Facies interprets every precise manner of depositional setting that indicates ancient environmental condition of a sequence. The depositional environments of the lithologic units are established on the basis of lithology, lithofacies, sedimentary structure, texture and fossil content. Mrinal Kanti Roy, Partha Jit Roy, Mst. Shamima Akter and Bikash Kumar Chowdhury in their paper, “Facies and Depositional Environment of the Sylhet Limestone Formation and Kopili Formation as Exposed in the Surma Basin, Northeastern Bangladesh”, have described various facies and tried to explain the depositional environment of the Sylhet formation and Kopili formation exposed in the Surma basin, south of Dauki fault, in the Sylhet district of Bangladesh. The study indicates that the Sylhet Limestone Formation consists of crystalline limestone facies and fossiliferous limestone facies. Kopili Formation is dominantly composed of black to dark green shale. Crystalline and fossiliferous limestones are ofepeiric sea and shallow marine shelf deposit respectively. Black to dark green shale and red shale are designated as deep marine shale of abyssal to bathyl basin plain. The study further suggests that the ripple laminated very fine sandstone-siltstone and parallel laminated very fine sandstone-siltstone are transported and deposited distally to the anoxic reducing environment of deep marine black to dark green shale.
The stratigraphic sequence, lithologic interpretation and analysis of major and minor facies cycle provide information regarding environments of deposition of the sedimentary sequence in a well. Sedimentary electrofacies always bear the evidence of depositional condition. Electrofacies analysis is mainly done on the basis of different log signatures. Debashish Mondal, Md. Sultan-Ul-Islam and Aminul Islam in their paper “Electrofacies Analysis of Neogene Sequence in the Well Shahbazpur-1, Bhola, Bengal Basin”, have analyzed different wireline logs, such as, GR, SP of the well Shahbazpur-1 of the Shahbazpur structure, and reconstructed the paleoenvironments of deposition. Four well-developed sequences—alluvium of Miocene to recent ages—were identified in the structure.

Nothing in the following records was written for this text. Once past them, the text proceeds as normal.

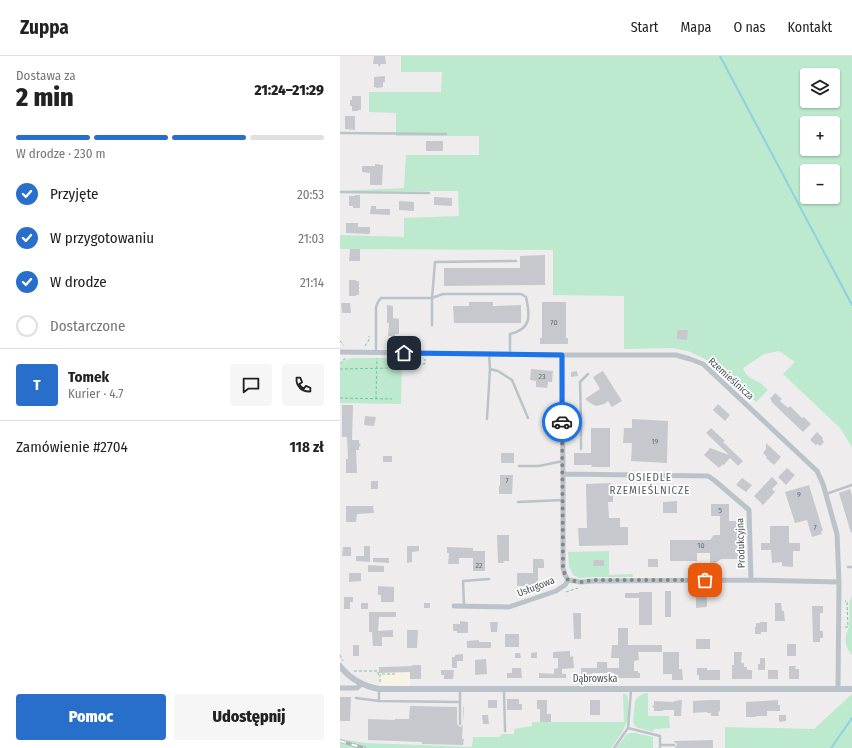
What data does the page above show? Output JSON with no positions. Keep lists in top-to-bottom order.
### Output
{
  "streets": {
    "street": [
      "Rzemieślnicza",
      "Produkcyjna",
      "Usługowa",
      "Dąbrowska"
    ]
  },
  "crossings": [
    ["Rzemieślnicza", "Usługowa"],
    ["Rzemieślnicza", "Dąbrowska"],
    ["Produkcyjna", "Usługowa"]
  ],
  "districts": ["OSIEDLE RZEMIEŚLNICZE"],
  "house_numbers": [
    "70",
    "23",
    "19",
    "7",
    "9",
    "5",
    "7",
    "10",
    "22"
  ],
  "page": {
    "header": "Zuppa",
    "nav": [
      "Start",
      "Mapa",
      "O nas",
      "Kontakt"
    ],
    "heading": ["2 min", "Dostawa za", "21:24–21:29"],
    "panel": [
      "Tomek",
      "Kurier · 4.7",
      "Zamówienie #2704",
      "118 zł"
    ],
    "map_buttons": ["+", "−"],
    "bar": "W drodze · 230 m",
    "list": [
      ["Przyjęte", "20:53"],
      ["W przygotowaniu", "21:03"],
      ["W drodze", "21:14"],
      "Dostarczone"
    ],
    "round": "T",
    "buttons": ["Pomoc", "Udostępnij"]
  }
}
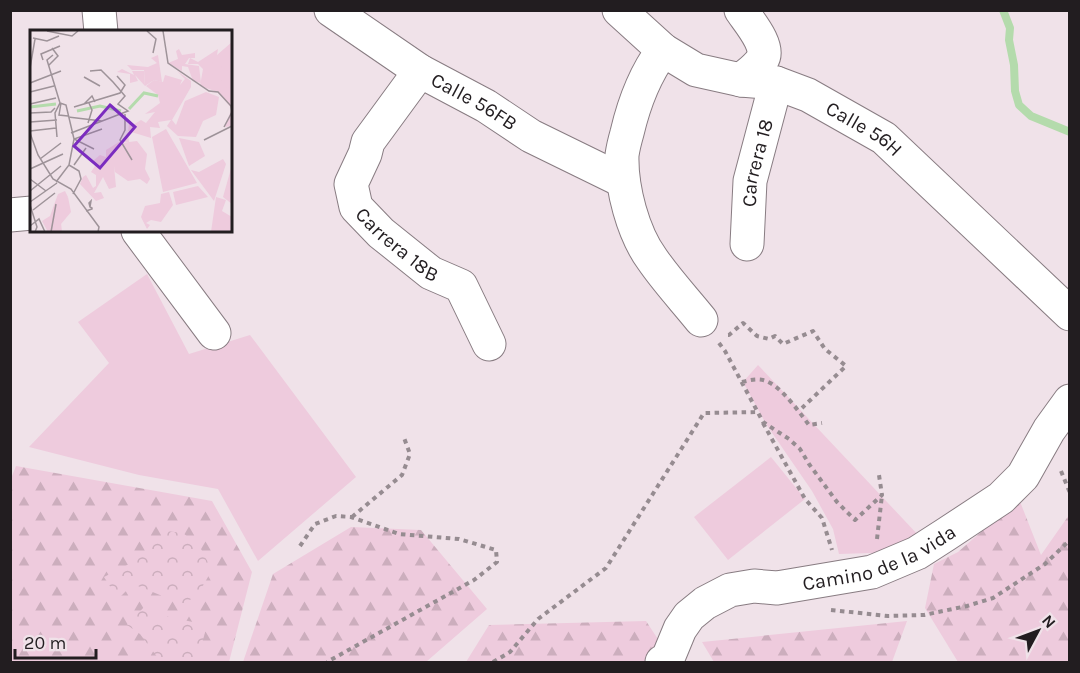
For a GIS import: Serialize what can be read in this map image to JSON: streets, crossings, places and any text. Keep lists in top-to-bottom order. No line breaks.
{"streets":{"street":["Calle 56FB","Calle 56H","Carrera 18","Carrera 18B","Camino de la vida"]},"crossings":[["Calle 56FB","Carrera 18B"],["Calle 56H","Carrera 18"]],"scale_bar":"20 m","north":"top right"}
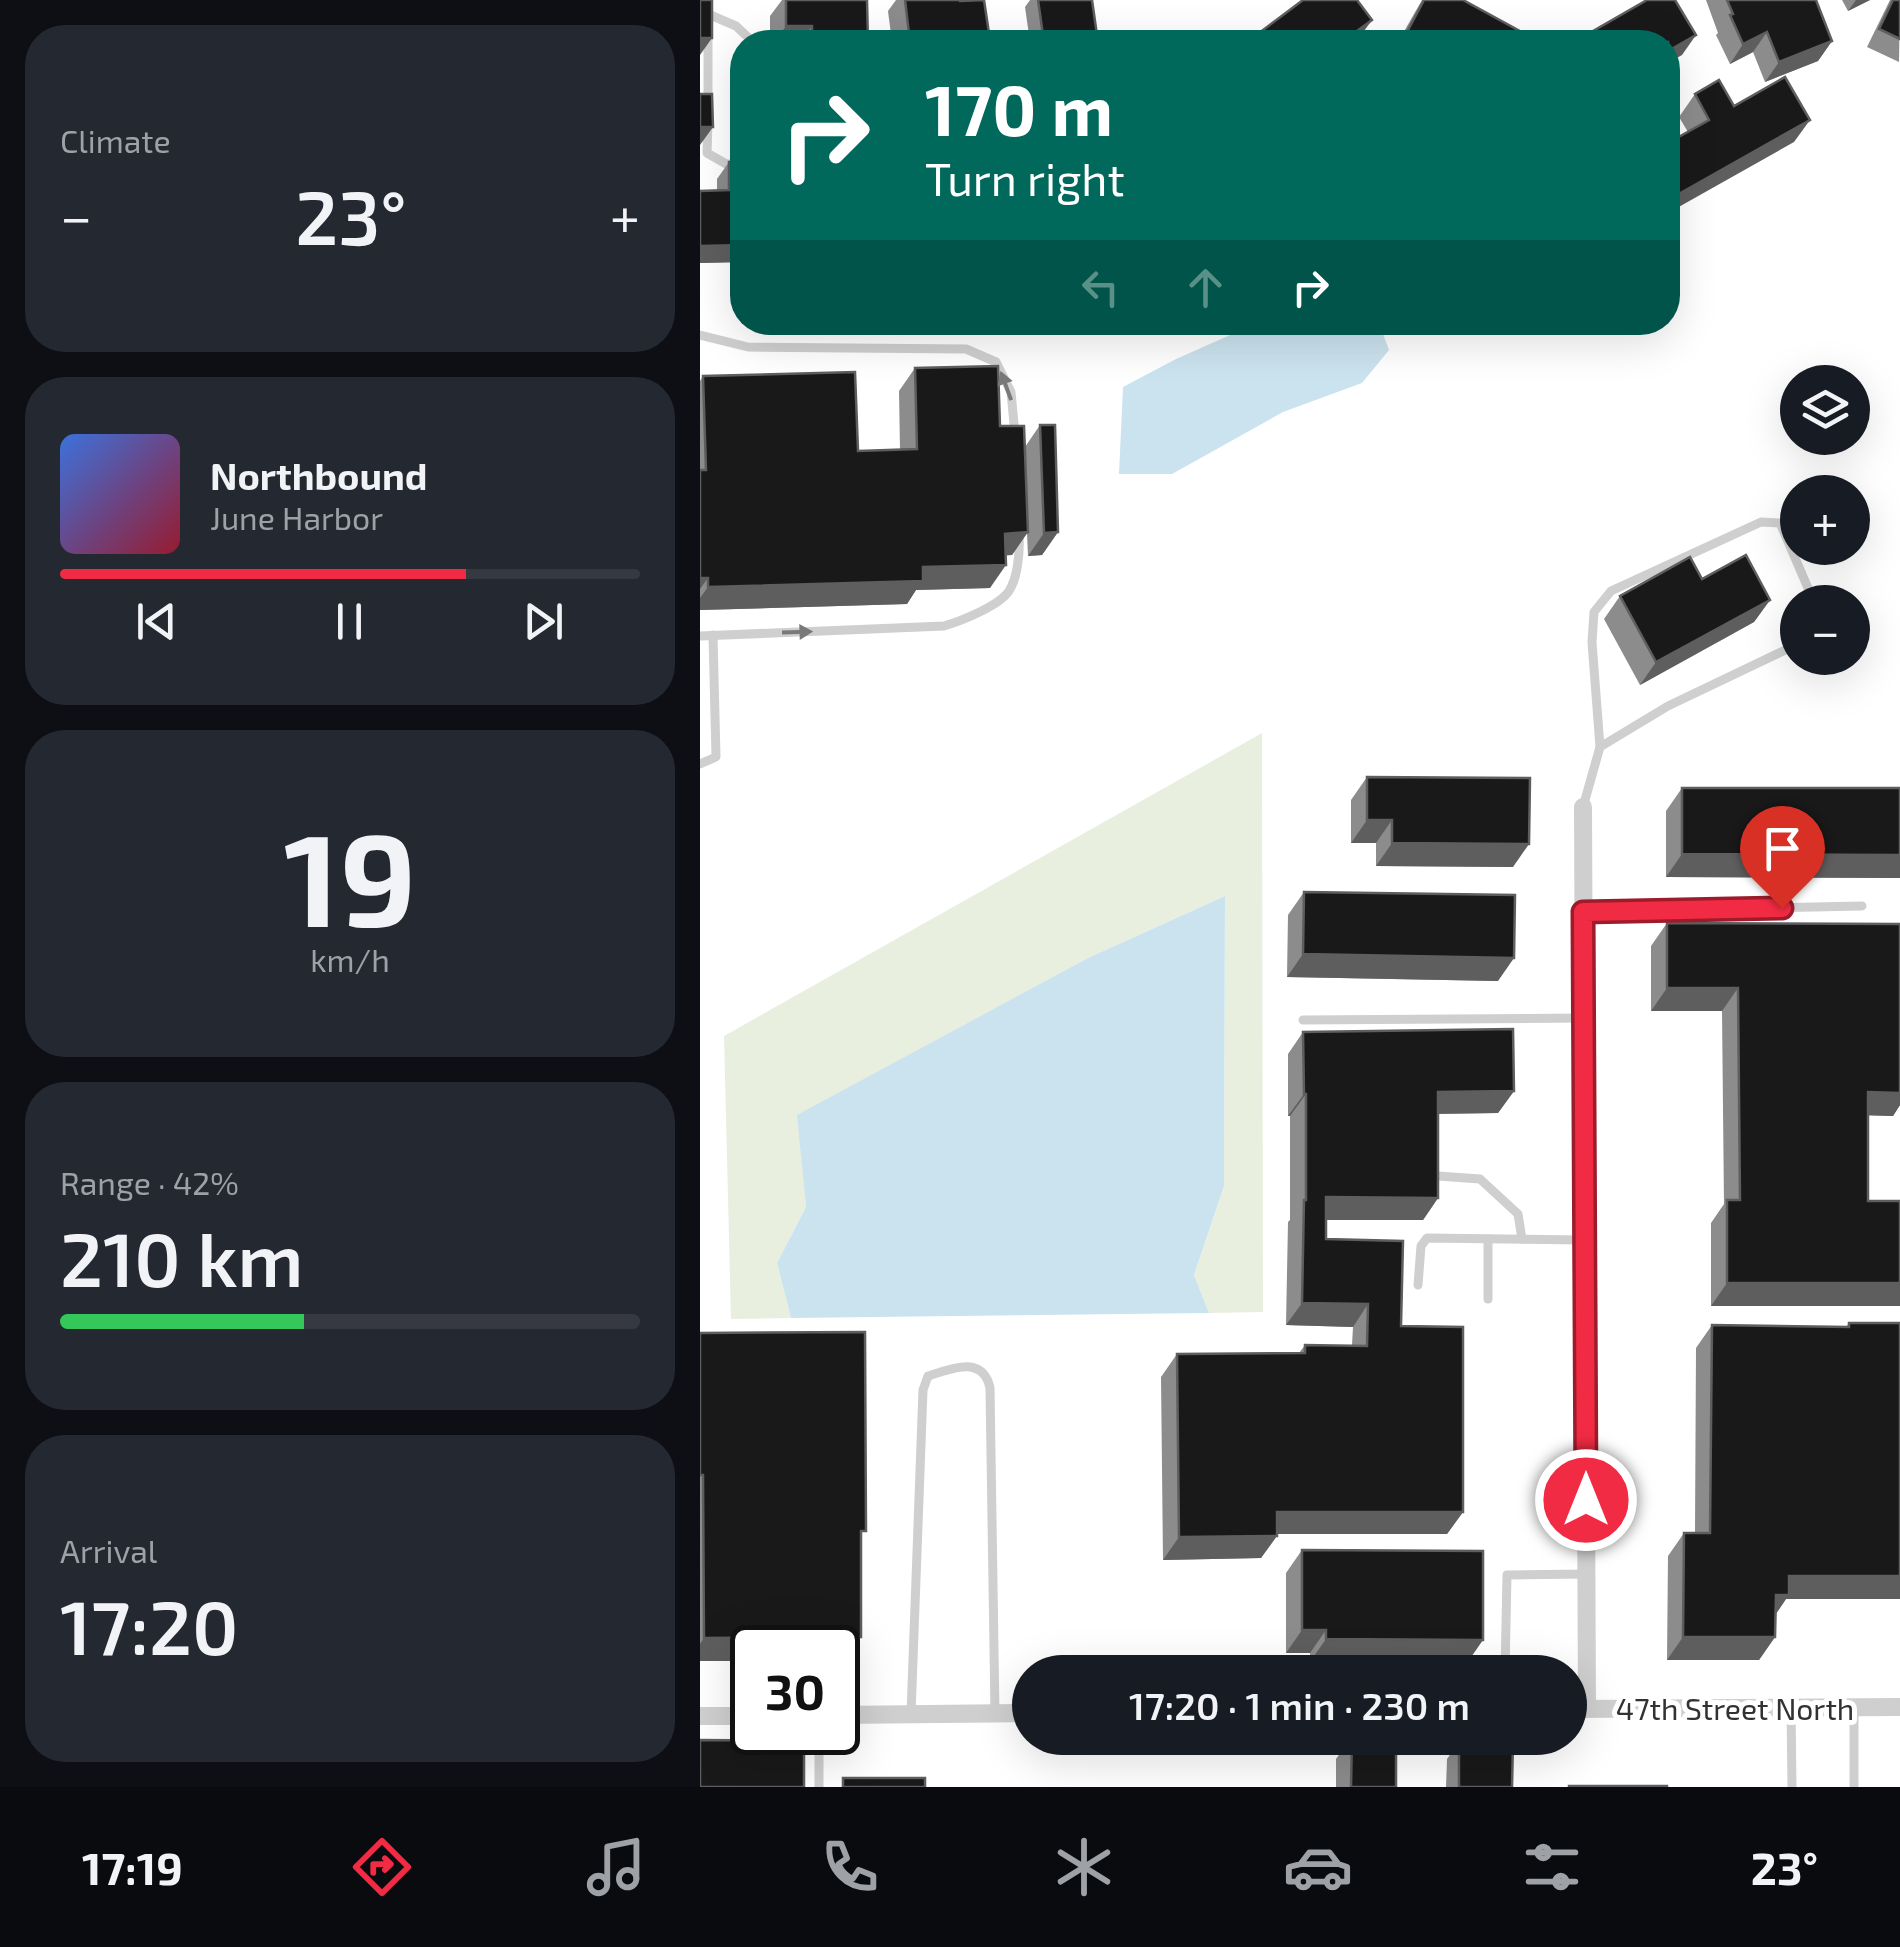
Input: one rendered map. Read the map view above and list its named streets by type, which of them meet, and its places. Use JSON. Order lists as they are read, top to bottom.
{
  "streets": {
    "street": ["47th Street North"]
  },
  "page": {
    "tile": [
      "Climate",
      ["19", "km/h"],
      ["Range · 42%", "210 km"],
      ["Arrival", "17:20"]
    ],
    "turn": ["170 m", "Turn right"],
    "heat": ["−", "23°", "+"],
    "map_buttons": ["+", "−"],
    "song": ["Northbound", "June Harbor"],
    "limit": "30",
    "trip": "17:20 · 1 min · 230 m",
    "tabs": ["17:19", "23°"]
  }
}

The sequences/cycles of coarsening upward and fining upward, and linear were observed. Based on the log response, the lower and upper parts of the Shahbazpur sequence-4 (Depth range: 3,400-2,750 m) were deposited under the marginal estuarine influence and marshy environments respectively. The sequences 2 and 3 might have been deposited under marine transgressional environments. Shahbazpur sequence-1 (Depth range: 1,480-480 m) was deposited under a phase of slow rate of deltaic progradation and then marine transgressional phase and upper part over bank environments. The overall nature of the log suggests a phase of slow rate of deltaic progradation and then marine transgressional phase during the deposition of the sequence-1. Although several cycles marine transgressions and regressional phases have been interpreted, the overall sequence forms an upward coarsening progradational deltaic phase of deposition.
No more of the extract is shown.